Williams called the committee's attention to a graph that
illustrated fiscal stability and stated that the data was
supplied by PFC Energy. The graph illustrates negative and
positive changes in fiscal systems since 1999, and is from the
prospective of the oil industry. Norway was cited as having the
highest score for stability because, although there had been a
change, the change reduced tax liability for the oil companies.

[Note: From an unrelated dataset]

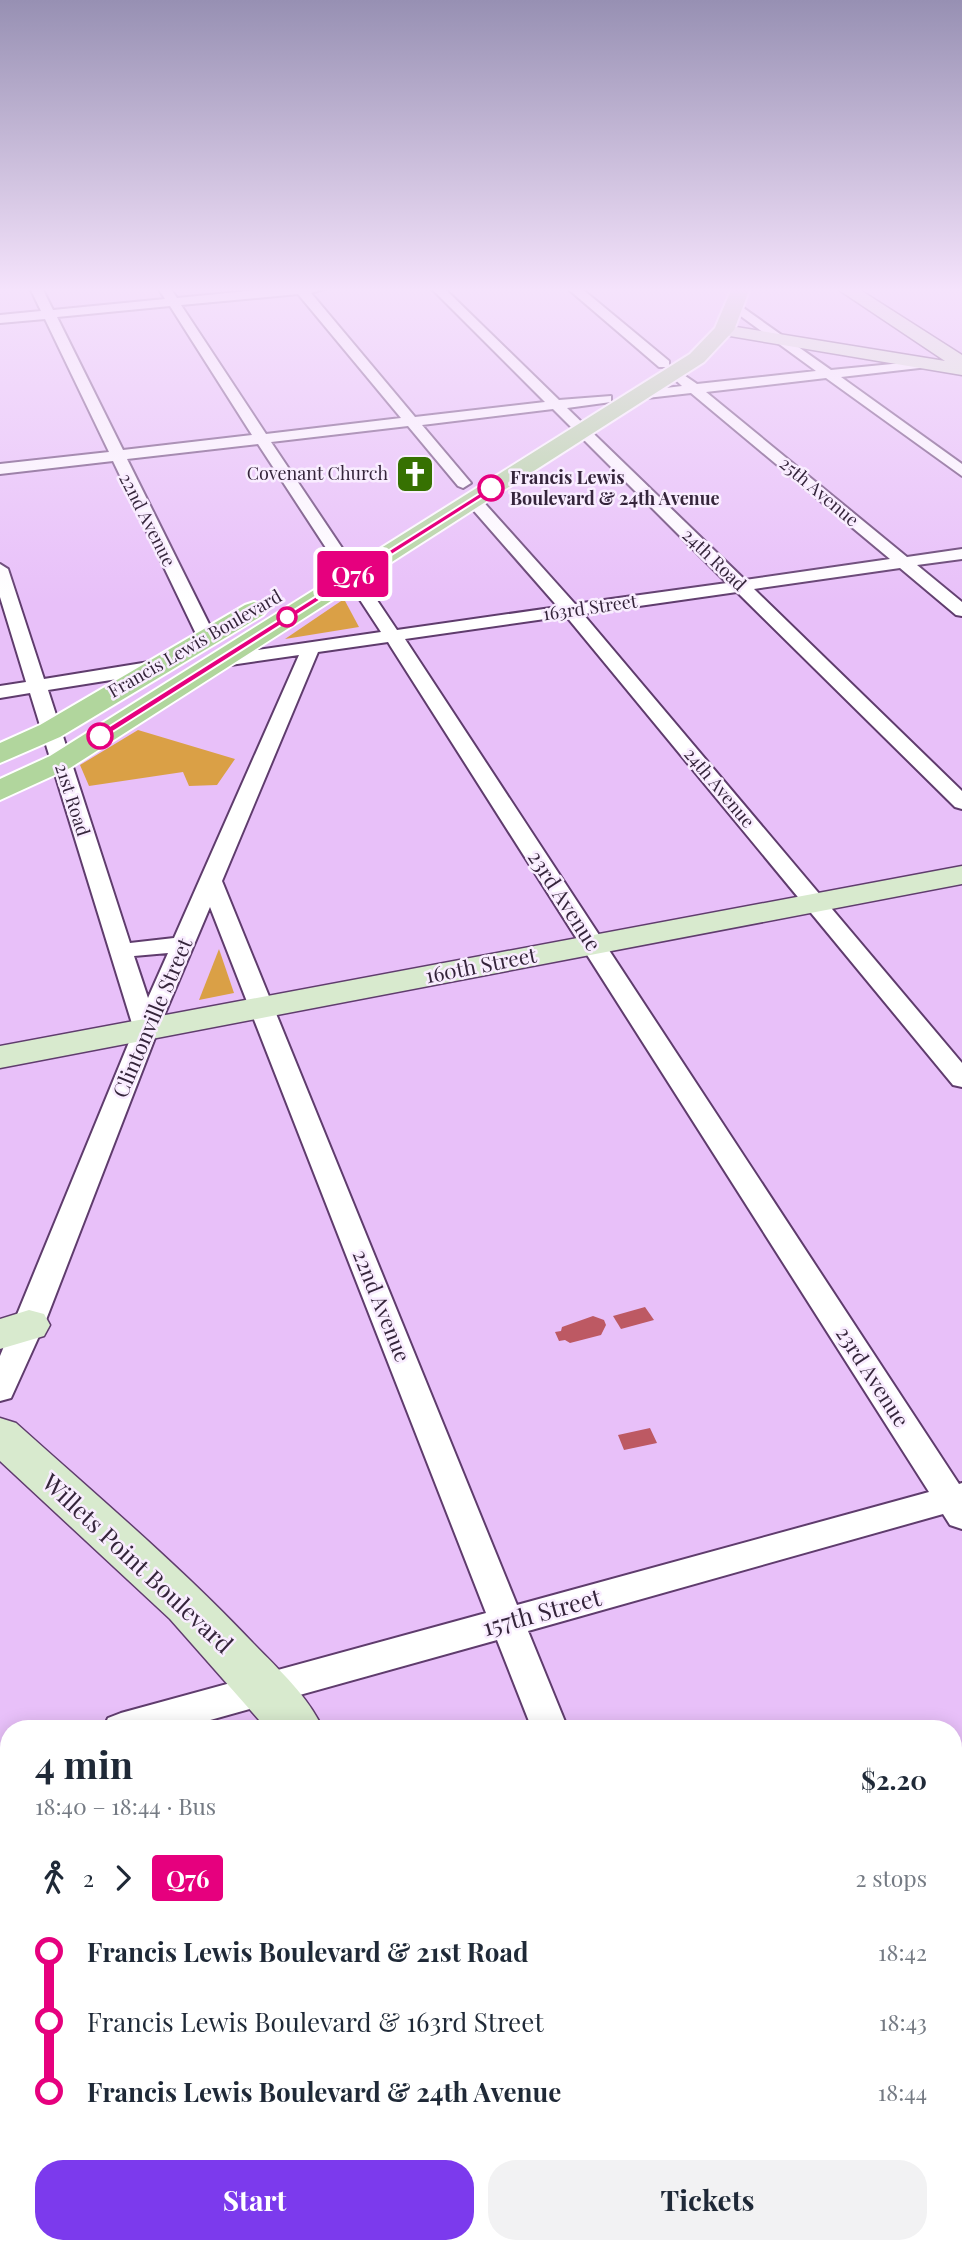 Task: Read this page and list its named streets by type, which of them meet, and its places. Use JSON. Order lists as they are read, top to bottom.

Venezuela was cited as having the lowest cumulative stability
score, as it has raised taxes and nationalized oil company
property. Alaska was listed in the middle, with a score
slightly below neutral. He opined that, although there have
been changes in Alaska's tax system, tax credits and taxes based
on income have benefits to the oil companies; therefore, Alaska
remains grouped closely with its peers in the category of fiscal
risk.
3:46:52 PM
REPRESENTATIVE NEUMANN asked whether DOR would provide a similar
graph that illustrates oil and gas industry investments in the
same countries over a ten year period of time.
3:47:25 PM
DR. WILLIAMS opined that successful investments change from year
to year.
3:47:39 PM
REPRESENTATIVE NEUMANN suggested that a country's investments
should be comparable to higher levels of fiscal stability.
3:47:56 PM
DR. WILLIAMS encouraged committee members to think about the
previous information in the same way oil companies look at
future investments; they consider geology, stability, and
portfolio diversification.
3:48:37 PM
MR. RUGGIERO stressed that Norway and Indonesia score high
because they have had no recent changes, even though their tax
rates are high. He encouraged the committee to look at this
data as a snapshot instead of the whole picture.
3:49:46 PM
REPRESENTATIVE NEUMAN agreed that much of the information
presented represents a small snapshot in time.
3:50:19 PM
MR. RUGGIERO noted that oil company managers look at possible
projects each year and make choices on where to invest.
3:50:33 PM
REPRESENTATIVE DOOGAN asked whether lowering the tax rate would
result in a negative rating on the scale illustrated.
3:51:04 PM
DR. WILLIAMS answered no. Decreasing the tax rate is positive
from the perspective of the oil companies.
3:51:23 PM
REPRESENTATIVE DOOGAN concluded that the scale is not measuring
stability, but tax increases.
DR. WILLIAMS said that this scale measures changes.
3:51:38 PM
REPRESENTATIVE DOOGAN stated that measuring changes would entail
measuring all changes.
MR. GEORGE clarified that the scale is just one of many
measurements.
3:52:47 PM
REPRESENTATIVE DOOGAN further asked what is meant by fiscal
stability; does stability mean that there are no changes. He
opined that if the scale only measures changes that are not
beneficial to the oil and gas industry, the scale is not about
measuring stability but is about citing countries that raised
government take.
3:53:25 PM
DR. WILLIAMS pointed out that Nigeria and Ireland are shown as
neutral; there were no changes, thus, the scale does indicate
positive and negative changes.
REPRESENTATIVE DOOGAN remarked:
I'm sorry, but that's not the answer I got to my
initial question. What I asked was, if I, if I was
one of those countries, and I lowered, one of those
tax regimes, there're not all countries I guess, and I
lowered my taxes, would that count against me on this
stability scale.
3:53:42 PM
DR. WILLIAMS answered no, that would be a positive change.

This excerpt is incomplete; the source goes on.